*DATA EXTRACTS*.
◇ ◇ ◇ ◇ ◇
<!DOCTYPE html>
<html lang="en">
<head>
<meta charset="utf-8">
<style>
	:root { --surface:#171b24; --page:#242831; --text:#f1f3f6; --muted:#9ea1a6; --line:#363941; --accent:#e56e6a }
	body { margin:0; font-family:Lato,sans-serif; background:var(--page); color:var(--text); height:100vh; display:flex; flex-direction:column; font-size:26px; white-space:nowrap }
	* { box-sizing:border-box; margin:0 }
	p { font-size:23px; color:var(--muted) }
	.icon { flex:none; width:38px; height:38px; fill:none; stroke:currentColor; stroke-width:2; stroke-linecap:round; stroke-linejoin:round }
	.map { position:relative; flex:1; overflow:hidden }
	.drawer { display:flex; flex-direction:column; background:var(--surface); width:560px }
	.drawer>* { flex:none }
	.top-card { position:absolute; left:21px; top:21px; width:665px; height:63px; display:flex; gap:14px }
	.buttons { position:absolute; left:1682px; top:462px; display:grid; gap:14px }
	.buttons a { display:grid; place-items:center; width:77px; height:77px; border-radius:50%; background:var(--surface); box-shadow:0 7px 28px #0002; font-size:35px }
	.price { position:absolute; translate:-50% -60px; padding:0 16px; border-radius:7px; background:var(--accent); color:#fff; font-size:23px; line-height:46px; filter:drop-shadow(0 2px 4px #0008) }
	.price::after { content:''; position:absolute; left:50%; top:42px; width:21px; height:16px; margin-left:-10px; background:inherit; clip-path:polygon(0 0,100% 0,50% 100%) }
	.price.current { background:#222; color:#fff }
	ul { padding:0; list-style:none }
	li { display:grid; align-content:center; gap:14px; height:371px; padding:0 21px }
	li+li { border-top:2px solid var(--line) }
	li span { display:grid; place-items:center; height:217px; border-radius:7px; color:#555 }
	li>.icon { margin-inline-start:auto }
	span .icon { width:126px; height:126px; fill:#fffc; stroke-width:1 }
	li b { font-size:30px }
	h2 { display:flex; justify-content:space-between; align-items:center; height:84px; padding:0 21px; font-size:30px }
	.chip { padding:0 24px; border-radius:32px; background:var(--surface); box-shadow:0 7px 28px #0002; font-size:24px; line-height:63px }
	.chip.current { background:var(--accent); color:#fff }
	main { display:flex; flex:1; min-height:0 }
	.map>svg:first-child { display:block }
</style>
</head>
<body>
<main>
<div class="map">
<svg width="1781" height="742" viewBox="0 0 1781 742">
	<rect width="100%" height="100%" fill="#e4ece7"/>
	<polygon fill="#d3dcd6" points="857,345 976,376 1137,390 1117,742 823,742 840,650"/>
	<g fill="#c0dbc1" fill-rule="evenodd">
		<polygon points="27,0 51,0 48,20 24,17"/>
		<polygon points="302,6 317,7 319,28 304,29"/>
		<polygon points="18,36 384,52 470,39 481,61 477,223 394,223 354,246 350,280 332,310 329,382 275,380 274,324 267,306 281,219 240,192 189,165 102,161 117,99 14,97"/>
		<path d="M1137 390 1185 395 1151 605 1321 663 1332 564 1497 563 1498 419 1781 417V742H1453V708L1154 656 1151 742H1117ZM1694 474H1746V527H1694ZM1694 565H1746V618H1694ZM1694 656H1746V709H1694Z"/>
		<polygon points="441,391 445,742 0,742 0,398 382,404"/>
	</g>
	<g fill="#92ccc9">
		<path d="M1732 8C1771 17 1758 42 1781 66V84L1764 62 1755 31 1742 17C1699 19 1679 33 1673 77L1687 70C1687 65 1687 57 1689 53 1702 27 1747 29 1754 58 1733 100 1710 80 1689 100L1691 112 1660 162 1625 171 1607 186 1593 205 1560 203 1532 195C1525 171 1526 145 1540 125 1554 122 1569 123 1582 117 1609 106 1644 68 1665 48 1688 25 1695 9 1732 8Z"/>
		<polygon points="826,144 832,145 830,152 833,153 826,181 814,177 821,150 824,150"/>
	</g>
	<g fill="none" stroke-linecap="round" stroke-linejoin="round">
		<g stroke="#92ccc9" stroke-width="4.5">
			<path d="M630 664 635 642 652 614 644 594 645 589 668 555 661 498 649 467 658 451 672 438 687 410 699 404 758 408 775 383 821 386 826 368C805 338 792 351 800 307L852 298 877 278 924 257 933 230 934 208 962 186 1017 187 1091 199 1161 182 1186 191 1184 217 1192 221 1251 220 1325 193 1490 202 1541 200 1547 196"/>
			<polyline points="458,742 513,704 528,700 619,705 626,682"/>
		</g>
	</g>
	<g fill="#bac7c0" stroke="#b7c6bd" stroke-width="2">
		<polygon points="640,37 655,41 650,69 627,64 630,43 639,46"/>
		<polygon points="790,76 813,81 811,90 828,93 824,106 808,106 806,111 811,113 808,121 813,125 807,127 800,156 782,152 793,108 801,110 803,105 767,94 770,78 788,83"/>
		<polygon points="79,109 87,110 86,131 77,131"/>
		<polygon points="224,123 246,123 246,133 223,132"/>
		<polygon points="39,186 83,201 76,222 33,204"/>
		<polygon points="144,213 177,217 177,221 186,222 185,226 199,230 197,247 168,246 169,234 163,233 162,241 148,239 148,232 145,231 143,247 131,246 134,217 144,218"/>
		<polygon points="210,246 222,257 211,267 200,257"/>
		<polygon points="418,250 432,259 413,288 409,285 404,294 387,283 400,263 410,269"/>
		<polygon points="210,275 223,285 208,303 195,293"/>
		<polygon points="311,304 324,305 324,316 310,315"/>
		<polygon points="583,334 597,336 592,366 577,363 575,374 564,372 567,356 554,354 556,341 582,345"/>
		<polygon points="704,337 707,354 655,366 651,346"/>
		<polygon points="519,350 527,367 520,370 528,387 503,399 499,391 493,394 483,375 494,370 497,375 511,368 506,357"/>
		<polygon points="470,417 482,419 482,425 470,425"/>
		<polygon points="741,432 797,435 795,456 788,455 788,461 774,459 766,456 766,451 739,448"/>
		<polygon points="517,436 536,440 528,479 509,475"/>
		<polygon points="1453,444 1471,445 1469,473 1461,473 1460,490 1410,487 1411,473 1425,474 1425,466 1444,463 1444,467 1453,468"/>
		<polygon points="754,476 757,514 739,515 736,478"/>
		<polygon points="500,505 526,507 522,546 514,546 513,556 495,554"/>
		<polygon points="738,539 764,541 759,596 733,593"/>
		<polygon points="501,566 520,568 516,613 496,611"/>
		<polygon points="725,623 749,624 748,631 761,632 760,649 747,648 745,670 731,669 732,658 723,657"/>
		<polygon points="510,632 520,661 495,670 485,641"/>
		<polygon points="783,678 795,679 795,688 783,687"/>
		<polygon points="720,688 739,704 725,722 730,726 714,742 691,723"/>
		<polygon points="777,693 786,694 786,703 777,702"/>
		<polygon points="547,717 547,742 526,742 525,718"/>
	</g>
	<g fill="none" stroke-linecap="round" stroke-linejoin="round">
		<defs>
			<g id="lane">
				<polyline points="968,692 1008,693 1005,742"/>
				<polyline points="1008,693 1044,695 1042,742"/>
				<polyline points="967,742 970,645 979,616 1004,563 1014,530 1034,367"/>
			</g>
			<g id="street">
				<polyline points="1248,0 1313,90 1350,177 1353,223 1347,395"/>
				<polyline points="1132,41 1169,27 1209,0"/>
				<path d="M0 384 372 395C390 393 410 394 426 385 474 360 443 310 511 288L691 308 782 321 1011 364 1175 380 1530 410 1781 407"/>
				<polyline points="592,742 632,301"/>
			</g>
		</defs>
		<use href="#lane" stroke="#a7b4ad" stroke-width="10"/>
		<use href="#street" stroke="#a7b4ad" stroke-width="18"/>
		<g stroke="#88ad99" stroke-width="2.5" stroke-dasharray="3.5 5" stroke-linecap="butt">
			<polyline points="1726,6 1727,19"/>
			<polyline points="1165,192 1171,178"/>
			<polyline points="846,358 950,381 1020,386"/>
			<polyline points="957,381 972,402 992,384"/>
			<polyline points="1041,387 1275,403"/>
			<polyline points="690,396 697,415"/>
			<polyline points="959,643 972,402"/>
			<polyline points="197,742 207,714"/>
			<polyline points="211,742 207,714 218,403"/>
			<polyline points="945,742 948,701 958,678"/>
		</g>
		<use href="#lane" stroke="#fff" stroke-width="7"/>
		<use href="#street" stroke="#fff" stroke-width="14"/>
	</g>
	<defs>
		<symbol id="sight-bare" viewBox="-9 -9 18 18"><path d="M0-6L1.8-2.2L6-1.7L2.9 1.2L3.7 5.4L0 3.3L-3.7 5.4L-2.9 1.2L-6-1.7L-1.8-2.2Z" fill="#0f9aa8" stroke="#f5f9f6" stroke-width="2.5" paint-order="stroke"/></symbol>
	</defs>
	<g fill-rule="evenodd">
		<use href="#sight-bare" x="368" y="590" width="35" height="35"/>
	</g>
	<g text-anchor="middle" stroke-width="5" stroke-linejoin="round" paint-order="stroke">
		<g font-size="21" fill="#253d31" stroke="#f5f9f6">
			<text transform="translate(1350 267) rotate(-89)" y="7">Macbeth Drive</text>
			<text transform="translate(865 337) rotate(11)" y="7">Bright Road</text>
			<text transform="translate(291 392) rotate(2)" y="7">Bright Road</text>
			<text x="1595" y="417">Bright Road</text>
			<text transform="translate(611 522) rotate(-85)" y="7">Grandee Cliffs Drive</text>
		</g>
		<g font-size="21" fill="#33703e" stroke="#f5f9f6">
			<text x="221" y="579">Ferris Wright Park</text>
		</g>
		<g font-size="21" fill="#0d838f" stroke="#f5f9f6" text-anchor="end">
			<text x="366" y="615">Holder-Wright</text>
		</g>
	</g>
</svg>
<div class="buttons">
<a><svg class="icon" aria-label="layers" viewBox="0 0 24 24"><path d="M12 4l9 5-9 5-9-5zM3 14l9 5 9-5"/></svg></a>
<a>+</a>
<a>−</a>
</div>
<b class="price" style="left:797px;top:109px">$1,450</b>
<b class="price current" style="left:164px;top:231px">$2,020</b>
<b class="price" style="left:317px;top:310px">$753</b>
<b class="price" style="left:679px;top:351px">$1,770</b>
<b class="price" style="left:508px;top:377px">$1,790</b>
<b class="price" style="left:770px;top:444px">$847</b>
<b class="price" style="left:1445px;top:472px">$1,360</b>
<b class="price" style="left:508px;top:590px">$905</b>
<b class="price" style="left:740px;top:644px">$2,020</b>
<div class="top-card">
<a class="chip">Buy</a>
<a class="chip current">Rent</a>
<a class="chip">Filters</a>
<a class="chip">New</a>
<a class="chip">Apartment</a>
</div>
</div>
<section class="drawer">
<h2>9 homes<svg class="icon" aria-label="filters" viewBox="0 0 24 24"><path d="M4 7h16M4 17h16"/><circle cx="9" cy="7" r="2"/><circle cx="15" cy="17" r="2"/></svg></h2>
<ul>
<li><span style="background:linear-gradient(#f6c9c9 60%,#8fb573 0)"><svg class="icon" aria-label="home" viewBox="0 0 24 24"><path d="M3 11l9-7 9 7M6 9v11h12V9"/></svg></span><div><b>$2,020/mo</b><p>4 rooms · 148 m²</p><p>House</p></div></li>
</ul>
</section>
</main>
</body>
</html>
◇ ◇ ◇ ◇ ◇
From the listing above, return every line that contains the word "column".

	body { margin:0; font-family:Lato,sans-serif; background:var(--page); color:var(--text); height:100vh; display:flex; flex-direction:column; font-size:26px; white-space:nowrap }
	.drawer { display:flex; flex-direction:column; background:var(--surface); width:560px }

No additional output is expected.